As a thought leader, the Sr. Director will shape the long-term vision for operational reliability and service management—defining modern capabilities, optimizing service performance, and establishing an innovation-driven reliability culture.
What You'll Do
Strategic Leadership & Vision
Define and execute the enterprise Reliability Operations strategy, ensuring alignment with business objectives and technology roadmaps.
Lead transformation of ITIL functions into agile, data-driven service management capabilities across incident, problem, change, and configuration management.
Partner with senior technology and business leaders to embed reliability and performance metrics into product development and operational planning.
Operational Excellence & Reliability Engineering
Lead Site Reliability Engineering (SRE) practices across platforms and services—driving automation, self-healing capabilities, and proactive monitoring to achieve measurable service resiliency improvements.
Establish standards for availability, latency, scalability, and operational efficiency through engineering-driven reliability principles.
Champion reliability by design—ensuring observability, capacity planning, and chaos testing are core to delivery processes.

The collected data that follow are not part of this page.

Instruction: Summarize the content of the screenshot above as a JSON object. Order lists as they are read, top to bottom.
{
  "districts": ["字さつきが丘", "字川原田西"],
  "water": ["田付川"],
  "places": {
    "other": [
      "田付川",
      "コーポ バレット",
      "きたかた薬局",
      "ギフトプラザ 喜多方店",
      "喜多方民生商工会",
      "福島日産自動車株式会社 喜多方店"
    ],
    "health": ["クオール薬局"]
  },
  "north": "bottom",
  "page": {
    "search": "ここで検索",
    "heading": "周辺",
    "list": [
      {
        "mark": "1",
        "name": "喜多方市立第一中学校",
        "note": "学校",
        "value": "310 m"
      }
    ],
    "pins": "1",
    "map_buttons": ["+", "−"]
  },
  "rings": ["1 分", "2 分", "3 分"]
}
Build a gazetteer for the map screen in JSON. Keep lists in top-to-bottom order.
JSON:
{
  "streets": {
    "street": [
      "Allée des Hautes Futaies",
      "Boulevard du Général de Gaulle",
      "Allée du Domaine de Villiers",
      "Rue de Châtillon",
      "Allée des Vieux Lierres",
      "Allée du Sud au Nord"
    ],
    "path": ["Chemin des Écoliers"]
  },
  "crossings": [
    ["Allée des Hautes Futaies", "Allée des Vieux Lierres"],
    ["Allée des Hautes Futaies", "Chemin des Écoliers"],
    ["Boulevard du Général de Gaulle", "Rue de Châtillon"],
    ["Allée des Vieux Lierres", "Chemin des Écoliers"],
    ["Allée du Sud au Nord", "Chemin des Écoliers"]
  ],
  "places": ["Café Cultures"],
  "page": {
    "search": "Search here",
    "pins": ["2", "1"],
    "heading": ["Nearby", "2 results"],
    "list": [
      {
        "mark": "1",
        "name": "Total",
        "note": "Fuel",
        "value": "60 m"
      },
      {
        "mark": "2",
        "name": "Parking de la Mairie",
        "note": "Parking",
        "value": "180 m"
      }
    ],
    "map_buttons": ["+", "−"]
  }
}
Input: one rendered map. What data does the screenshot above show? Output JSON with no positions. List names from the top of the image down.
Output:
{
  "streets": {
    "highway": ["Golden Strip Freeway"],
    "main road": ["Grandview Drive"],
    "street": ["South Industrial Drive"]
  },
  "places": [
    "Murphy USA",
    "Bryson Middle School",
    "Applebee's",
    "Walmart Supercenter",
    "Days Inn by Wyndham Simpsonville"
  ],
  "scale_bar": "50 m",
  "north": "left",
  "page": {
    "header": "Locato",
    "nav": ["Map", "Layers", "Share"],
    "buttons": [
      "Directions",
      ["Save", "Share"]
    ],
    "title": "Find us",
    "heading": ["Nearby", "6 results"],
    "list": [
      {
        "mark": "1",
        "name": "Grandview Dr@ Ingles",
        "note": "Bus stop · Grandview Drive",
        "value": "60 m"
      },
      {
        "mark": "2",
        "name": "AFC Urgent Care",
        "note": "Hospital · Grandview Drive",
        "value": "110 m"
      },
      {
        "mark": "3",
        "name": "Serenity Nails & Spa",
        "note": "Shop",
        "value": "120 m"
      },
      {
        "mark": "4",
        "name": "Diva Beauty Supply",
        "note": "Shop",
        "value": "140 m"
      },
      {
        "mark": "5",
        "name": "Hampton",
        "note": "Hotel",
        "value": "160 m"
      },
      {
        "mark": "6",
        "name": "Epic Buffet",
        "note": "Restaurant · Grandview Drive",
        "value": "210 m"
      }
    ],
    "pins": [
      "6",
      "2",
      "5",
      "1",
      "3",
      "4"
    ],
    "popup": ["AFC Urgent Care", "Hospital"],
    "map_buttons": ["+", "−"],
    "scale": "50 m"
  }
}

Mission Control & LiveSight Insights
Oversee the Mission Control organization responsible for real-time system monitoring, incident command, and critical event management.
Drive adoption of Live Sight Insights to create predictive and actionable intelligence on service health and performance trends.
Enable enterprise visibility of key metrics through intuitive dashboards and business-impact-based alerting models.
ServiceNow Governance Ownership
Own the ServiceNow Platform governance strategy and roadmap, ensuring it enables ITIL process excellence, automation, and collaboration on cross-enterprise workflow integration.
Collaborate with product and engineering teams to provide industry best practices for ServiceNow’s capabilities including IT, HR, Security, and Enterprise Operations.
Lead a platform governance mindset—focusing on reliability, scalability, and ease of use.
People Leadership & Culture
Build, inspire, and develop a high-performing global Reliability Operations team that embodies accountability, collaboration, and innovation.
Foster a culture of data-driven decision making, continuous learning, and operational excellence.
Serve as a mentor and coach to emerging leaders—raising the organizational bar for reliability engineering and service leadership.
Cross-Functional Partnership
Work closely with Software Engineering, Infrastructure, Cybersecurity, and Business Technology teams to ensure reliability objectives are integrated end-to-end.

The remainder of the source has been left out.